Lessons from the Trenches: rewriting and re-releasing virtualenv

Bernat Gabor

Packaging Virtual Env python

See in schedule

virtualenv is a tool that builds virtual environments for Python. It was first created in September 2007 and lived most of its life being a single file project with an increasing amount of (scary) workarounds within. It managed to grow until it was 2,700 lines of code. Maintaining this project became increasingly more troublesome, to the point where, we had more than 500 open issues at one point. In July 2019, I started working from scratch on a rewrite, with the goal of not just increasing the project's maintainability, but also to make it faster and add some new features that were just impossible or too hard to do in the existing code base. Fast forward six months to January 2020, when we released the first beta, with the first full release coming out on 10th February. It took a bit more than a month to squash all the open bugs tickets, but April started without any remaining open bug tickets. This talk will cover the lessons I've learned while on this journey.

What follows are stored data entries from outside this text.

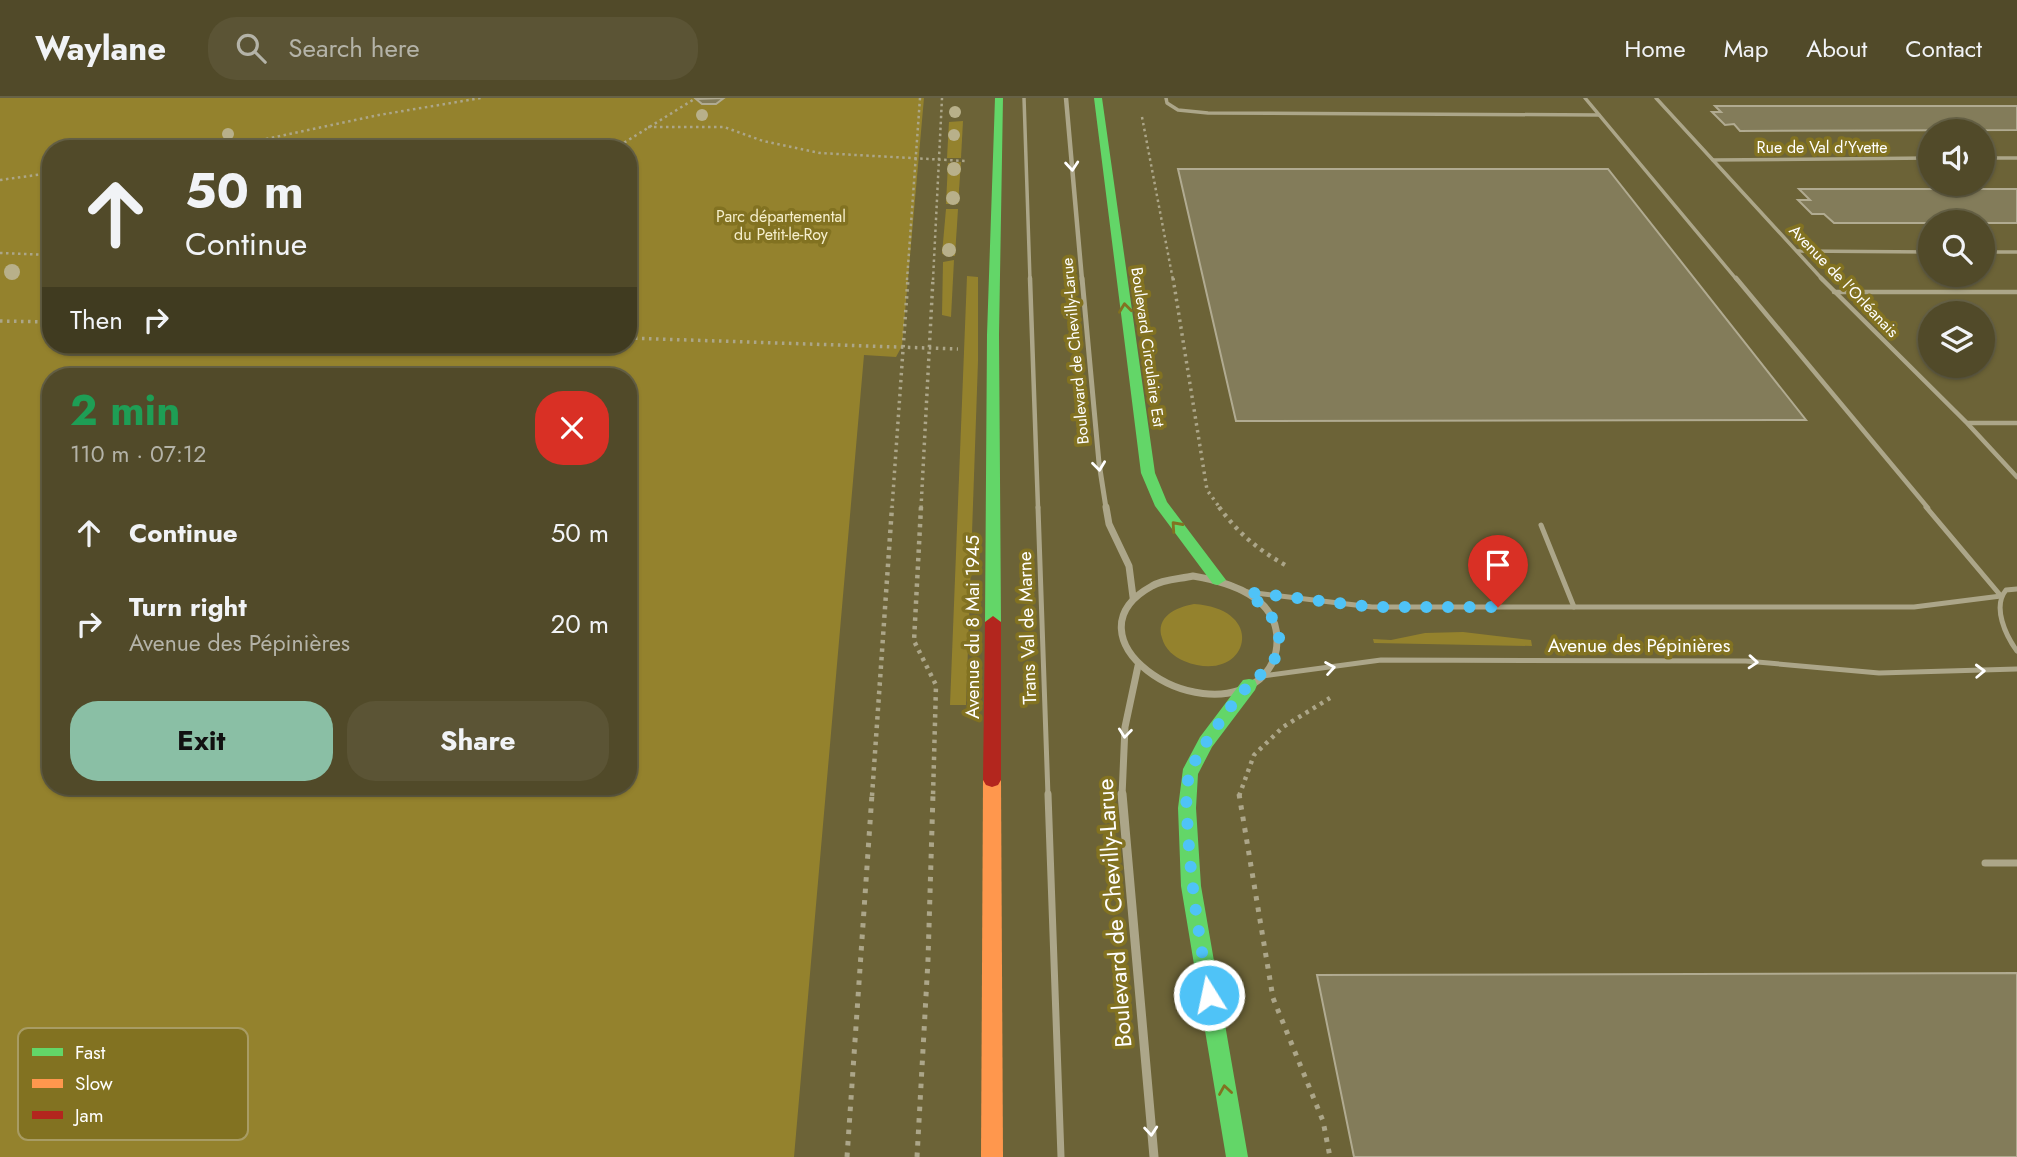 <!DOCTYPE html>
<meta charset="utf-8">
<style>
:root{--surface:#514a29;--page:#5b5435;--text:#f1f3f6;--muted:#b4b3a8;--line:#676246;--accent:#8abfa5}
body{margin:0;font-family:Jost,sans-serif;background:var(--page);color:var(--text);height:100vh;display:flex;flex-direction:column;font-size:26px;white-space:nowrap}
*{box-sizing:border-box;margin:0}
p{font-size:23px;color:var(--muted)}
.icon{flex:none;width:38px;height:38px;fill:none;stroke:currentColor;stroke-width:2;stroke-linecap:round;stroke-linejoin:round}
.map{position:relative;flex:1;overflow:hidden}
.side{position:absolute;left:42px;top:270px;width:595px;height:427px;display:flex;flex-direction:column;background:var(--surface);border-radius:28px;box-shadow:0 2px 5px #0004,0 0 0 2px var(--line)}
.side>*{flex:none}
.guide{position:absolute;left:42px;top:42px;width:595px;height:214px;border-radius:28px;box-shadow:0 2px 5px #0004,0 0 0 2px var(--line);background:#514a29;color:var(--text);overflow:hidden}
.tools{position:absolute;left:1918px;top:21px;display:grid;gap:14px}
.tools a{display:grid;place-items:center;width:77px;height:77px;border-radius:50%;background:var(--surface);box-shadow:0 2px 5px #0004,0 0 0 2px var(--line);font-size:35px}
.pin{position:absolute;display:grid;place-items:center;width:60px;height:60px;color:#fff;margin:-72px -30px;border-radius:50% 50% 50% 0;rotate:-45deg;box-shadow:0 0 7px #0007}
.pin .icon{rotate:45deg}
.me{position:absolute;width:77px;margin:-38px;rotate:350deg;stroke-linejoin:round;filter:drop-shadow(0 0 5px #0008)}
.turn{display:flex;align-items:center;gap:24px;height:147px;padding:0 28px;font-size:32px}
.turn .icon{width:91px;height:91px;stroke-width:2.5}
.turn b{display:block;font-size:49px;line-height:60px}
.then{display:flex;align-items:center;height:66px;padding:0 28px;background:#0003;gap:14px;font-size:26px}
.round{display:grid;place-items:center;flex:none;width:74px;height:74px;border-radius:28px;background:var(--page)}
.head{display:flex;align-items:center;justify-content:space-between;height:119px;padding:0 28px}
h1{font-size:42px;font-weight:700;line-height:52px;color:#1e9e55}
.primary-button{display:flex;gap:14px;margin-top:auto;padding:14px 28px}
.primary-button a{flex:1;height:80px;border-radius:28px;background:var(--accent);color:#111;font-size:28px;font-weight:700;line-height:80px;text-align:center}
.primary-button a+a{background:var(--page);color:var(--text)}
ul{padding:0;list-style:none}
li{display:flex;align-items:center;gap:21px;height:91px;padding:0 28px}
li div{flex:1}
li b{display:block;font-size:26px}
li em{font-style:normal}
header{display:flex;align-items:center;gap:42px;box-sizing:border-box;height:98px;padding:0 35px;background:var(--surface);border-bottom:2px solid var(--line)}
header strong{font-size:33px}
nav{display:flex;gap:38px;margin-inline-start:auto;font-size:24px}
.search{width:490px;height:63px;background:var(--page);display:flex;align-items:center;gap:18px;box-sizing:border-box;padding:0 24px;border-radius:28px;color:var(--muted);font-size:26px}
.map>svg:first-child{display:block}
.green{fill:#94822d;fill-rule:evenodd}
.building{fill:#837c5a;stroke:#b1ab91;stroke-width:2}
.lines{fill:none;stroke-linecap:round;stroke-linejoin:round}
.path-far3{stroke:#aca689;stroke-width:2.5;stroke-dasharray:2.5 3.5;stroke-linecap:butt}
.path-far2{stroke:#aca689;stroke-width:3.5;stroke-dasharray:2.5 4.5;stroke-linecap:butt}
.path-far1{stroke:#aca689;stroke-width:4.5;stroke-dasharray:3.5 5;stroke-linecap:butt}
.path{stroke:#aca689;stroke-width:5;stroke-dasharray:4.5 7;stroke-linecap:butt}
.lane-far3{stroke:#aca689;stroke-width:3.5}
.lane-far2{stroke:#aca689;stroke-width:4.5}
.lane-far1{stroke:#aca689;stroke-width:5}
.lane{stroke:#aca689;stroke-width:7}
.street-far3{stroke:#aca689;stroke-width:4.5}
.street-far2{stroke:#aca689;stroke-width:5}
.street-far1{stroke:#aca689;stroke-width:7}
.street{stroke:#aca689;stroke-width:9}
.fast{fill:#63d668;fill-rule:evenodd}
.slow{fill:#ff974d;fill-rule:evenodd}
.jam{fill:#b3261e;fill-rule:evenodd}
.tree{fill:#b8b08a}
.oneway{stroke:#fff}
.oneway2{stroke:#827221}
.route{stroke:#4fc3f7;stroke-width:12;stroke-dasharray:0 21.6}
.labels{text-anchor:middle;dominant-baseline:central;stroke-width:7;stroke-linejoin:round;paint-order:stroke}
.far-street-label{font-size:16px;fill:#fff;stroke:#827221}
.far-park-label{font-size:16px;fill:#f6efcd;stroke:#827221}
.street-label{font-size:19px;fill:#fff;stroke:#827221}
.near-street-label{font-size:23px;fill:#fff;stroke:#827221}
.key{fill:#827221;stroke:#a89c64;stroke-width:2}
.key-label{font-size:19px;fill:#fff}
</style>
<header>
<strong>Waylane</strong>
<div class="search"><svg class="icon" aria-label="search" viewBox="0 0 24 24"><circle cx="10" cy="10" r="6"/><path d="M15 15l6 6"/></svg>Search here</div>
<nav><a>Home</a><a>Map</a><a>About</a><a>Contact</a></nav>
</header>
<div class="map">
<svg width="2017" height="1059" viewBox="0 0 2017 1059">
<rect width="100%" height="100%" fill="#6c6337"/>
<g class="green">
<path d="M0,0H924L902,248L896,259L864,257L794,1059H0ZM51,51H628V247H51ZM51,278H628V688H51Z"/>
<polygon points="963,23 961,60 947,60 949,24"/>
<polygon points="961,64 958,106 946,106 948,65"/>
<polygon points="946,111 958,111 955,158 942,156"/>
<polygon points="954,162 951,219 942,217 943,164"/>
<polygon points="967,178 978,179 978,263 966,607 950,607"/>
<path d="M1194,506C1271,511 1247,589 1184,563C1174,559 1165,551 1162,540C1155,519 1176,509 1194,506Z"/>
<polygon points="1463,534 1531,542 1532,548 1374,545 1373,541 1391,542 1425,535"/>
</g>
<g class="building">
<polygon points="724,0 716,6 702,6 696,1"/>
<polygon points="1715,8 2017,8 2017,32 1740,33 1734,26 1725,27 1712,14 1721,14"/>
<polygon points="1178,71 1608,71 1806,322 1236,323"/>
<polygon points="1799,91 2017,91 2017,125 1834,125 1824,116 1812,116 1798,102 1810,102"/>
<polygon points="2017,875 2017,1059 1354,1059 1317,877"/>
</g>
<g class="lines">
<g class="path-far3">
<polyline points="1142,19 1173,182"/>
<polyline points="648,29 724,29 763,43 820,55 965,63"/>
<polyline points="219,51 379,17 481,0"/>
<polyline points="614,51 696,0"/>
<polyline points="0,82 51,75"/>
<polyline points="0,155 51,157"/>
<polyline points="907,182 920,0"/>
<polyline points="933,182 942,0"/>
</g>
<g class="path-far2">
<polyline points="1173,180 1207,392 1220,410"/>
<polyline points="0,223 51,224"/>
<polyline points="628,240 958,251"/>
<polyline points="892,410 908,180"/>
<polyline points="921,410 933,180"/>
</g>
<g class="path-far1">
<polyline points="921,409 914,543 936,587 933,698"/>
<path d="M1219,409C1238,435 1258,452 1287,468"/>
<polyline points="872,698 892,409"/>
<polyline points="1239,698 1254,657 1283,629 1330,600"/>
</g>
<g class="path">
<polyline points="1239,696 1273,900 1323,1023 1330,1059"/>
<polyline points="847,1059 872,696"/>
<polyline points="917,1059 928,862 933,696"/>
</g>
<g class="lane-far3">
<polyline points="1024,0 1030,182"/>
<polyline points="1166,0 1167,5 1178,12 1208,15 1599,17"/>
<polyline points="1585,0 1737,182"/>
<polyline points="1656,0 1823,182"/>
<polyline points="1983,60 2017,60"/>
<polyline points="1713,62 1930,60"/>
<polyline points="1797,153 1930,154"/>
<polyline points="1983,154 2017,154"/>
</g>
<g class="lane-far2">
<polyline points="1030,180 1038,410"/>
<polyline points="1736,180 1928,410"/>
<polyline points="1821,180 1967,325 2017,379"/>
<polyline points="1834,194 2017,194"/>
<polyline points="1968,325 2017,325"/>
</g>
<g class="lane-far1">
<polyline points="1038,409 1048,698"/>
<polyline points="1926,409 2001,498"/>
<polyline points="1541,427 1574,509"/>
<path d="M2017,491L2006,492C1992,509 2006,538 2017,553"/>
<polyline points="1247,494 1372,509 1914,509 2001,498"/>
<polyline points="1262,578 1381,562 1746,563 1879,575 2017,571"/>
</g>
<g class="lane">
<polyline points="1048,696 1061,1059"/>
<polyline points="1985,765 2017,765"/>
</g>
<polyline class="street-far3" points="1066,0 1082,182"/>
<polyline class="street-far2" points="1082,180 1099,365 1106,410"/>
<g class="street-far1">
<polyline points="1106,409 1109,426 1129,468 1133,499"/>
<path d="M1193,478C1229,484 1278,499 1277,543C1277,557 1271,571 1260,581C1195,633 1061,538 1152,488C1163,481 1180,481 1193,478Z"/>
<polyline points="1122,698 1125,629 1138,568"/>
</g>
<polyline class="street" points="1122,696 1154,1059"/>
<g class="fast">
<polygon points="995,0 1003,0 999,237 1001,524 993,530 985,524 987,237"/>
<polygon points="1094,0 1102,0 1155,375 1167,404 1226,482 1218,487 1213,486 1155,408 1141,375"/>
<polygon points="1249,581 1255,582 1257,587 1255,592 1212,649 1198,676 1196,710 1201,788 1248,1059 1226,1059 1181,788 1178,710 1183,671 1200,639 1243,582"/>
</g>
<polygon class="slow" points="992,675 998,677 1001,682 1003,1059 981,1059 983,682 986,677"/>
<polygon class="jam" points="993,518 1001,524 1001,682 998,687 992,689 986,687 983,682 985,524"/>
</g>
<g class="tree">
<circle cx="955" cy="14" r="6"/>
<circle cx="702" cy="17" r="6"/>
<circle cx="228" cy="36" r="6"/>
<circle cx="954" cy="37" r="6"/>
<circle cx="954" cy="71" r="7"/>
<circle cx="953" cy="100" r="7"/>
<circle cx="949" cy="152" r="7"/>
<circle cx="12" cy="174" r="8"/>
</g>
<defs><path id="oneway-chevron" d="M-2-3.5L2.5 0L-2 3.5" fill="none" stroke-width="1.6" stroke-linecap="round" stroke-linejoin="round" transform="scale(1.75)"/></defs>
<g class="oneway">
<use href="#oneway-chevron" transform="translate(1072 68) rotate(85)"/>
<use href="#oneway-chevron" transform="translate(1099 368) rotate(83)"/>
<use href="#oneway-chevron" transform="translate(1753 564) rotate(4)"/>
<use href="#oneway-chevron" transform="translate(1330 570) rotate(-9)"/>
<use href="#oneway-chevron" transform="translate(1980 573) rotate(-2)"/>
<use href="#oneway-chevron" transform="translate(1125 635) rotate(96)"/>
<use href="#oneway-chevron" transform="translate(1151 1033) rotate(85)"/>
</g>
<g class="oneway2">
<use href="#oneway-chevron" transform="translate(1125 210) rotate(-97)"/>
<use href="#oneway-chevron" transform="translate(1176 428) rotate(-132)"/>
<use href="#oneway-chevron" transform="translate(1225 992) rotate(-99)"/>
</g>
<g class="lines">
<path class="route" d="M1209,897C1200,842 1191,789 1188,734C1187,716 1184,693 1190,675C1193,665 1201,652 1207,643C1219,625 1234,602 1249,587C1262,574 1277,567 1279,546C1281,523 1263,508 1247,494L1371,509H1498"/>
</g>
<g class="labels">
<g class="far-street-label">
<text x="1822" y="49">Rue de Val d'Yvette</text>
<text transform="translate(1844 183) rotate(46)">Avenue de l'Orléanais</text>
<text transform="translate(1148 249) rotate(82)">Boulevard Circulaire Est</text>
<text transform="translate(1075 253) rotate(-95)">Boulevard de Chevilly-Larue</text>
</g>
<g class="far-park-label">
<text x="781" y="118">Parc départemental<tspan x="781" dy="18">du Petit-le-Roy</tspan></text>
</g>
<g class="street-label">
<text transform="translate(972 529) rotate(-90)">Avenue du 8 Mai 1945</text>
<text transform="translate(1027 530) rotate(-92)">Trans Val de Marne</text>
<text x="1639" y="547">Avenue des Pépinières</text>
</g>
<g class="near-street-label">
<text transform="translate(1114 815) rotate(-94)">Boulevard de Chevilly-Larue</text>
</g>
</g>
<rect x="18" y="930" width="230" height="112" rx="10" class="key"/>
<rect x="32" y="950" width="31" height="8" fill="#63d668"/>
<rect x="32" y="981" width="31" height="9" fill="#ff974d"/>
<rect x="32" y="1013" width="31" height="8" fill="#b3261e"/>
<g class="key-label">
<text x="75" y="961">Fast</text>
<text x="75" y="992">Slow</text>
<text x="75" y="1024">Jam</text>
</g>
</svg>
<div class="tools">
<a><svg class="icon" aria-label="sound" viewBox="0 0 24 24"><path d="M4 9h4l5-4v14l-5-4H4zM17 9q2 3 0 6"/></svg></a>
<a><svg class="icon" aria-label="search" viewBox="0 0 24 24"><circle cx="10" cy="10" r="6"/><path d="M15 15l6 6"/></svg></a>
<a><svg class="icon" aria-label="layers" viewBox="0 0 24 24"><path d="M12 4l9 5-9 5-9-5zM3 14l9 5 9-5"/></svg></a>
</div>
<div class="pin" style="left:1498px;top:509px;background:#d93025"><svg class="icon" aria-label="arrive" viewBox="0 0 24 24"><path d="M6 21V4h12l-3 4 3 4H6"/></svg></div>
<svg class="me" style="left:1209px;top:897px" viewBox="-20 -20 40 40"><circle r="17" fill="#4fc3f7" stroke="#fff" stroke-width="3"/><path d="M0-11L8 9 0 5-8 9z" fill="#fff"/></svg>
<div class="guide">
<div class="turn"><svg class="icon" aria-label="ahead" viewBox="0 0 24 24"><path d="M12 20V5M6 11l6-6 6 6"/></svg><div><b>50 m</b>Continue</div></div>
<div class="then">Then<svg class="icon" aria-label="right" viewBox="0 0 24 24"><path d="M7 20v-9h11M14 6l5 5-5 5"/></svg></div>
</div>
<section class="side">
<div class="head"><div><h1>2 min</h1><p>110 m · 07:12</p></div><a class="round" style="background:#d93025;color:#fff"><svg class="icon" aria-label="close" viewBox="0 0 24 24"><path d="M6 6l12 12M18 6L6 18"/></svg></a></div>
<ul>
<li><svg class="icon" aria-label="ahead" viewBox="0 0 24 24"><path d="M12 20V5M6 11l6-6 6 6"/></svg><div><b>Continue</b></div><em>50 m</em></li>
<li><svg class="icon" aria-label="right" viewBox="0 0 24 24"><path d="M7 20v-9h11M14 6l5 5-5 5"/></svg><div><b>Turn right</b><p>Avenue des Pépinières</p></div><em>20 m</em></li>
</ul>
<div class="primary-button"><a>Exit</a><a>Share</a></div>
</section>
</div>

Type: Talk (45 mins); Python level: Beginner; Domain level: Beginner


Bernat Gabor

Bloomberg LP

I work at Bloomberg, a technology company with more than 6,000 software engineers around the world – 2,000 of whom use Python in their daily roles. I'm part of the company's Python Guild, a group of engineers dedicated to improving the adoption, usage, and best practices of Python within the company. Over the past two years, I've given multiple presentations to various groups (each with 100+ attendees): twice at EuroPython, once at PyCon US, twice at PyLondonium, and once at the London Python Meetup. I've been using Python since 2011 and have been a busy participant in the open-source Python community. I am the maintainer of the virtualenv package (tool allowing the creation of Python virtual environments for all Python versions and interpreter types, including CPython, Jython and PyPy). I also maintain the tox tool (allows for easy testing to ensure Python code works under multiple Python versions/library versions) and have contributed to various other Python packages.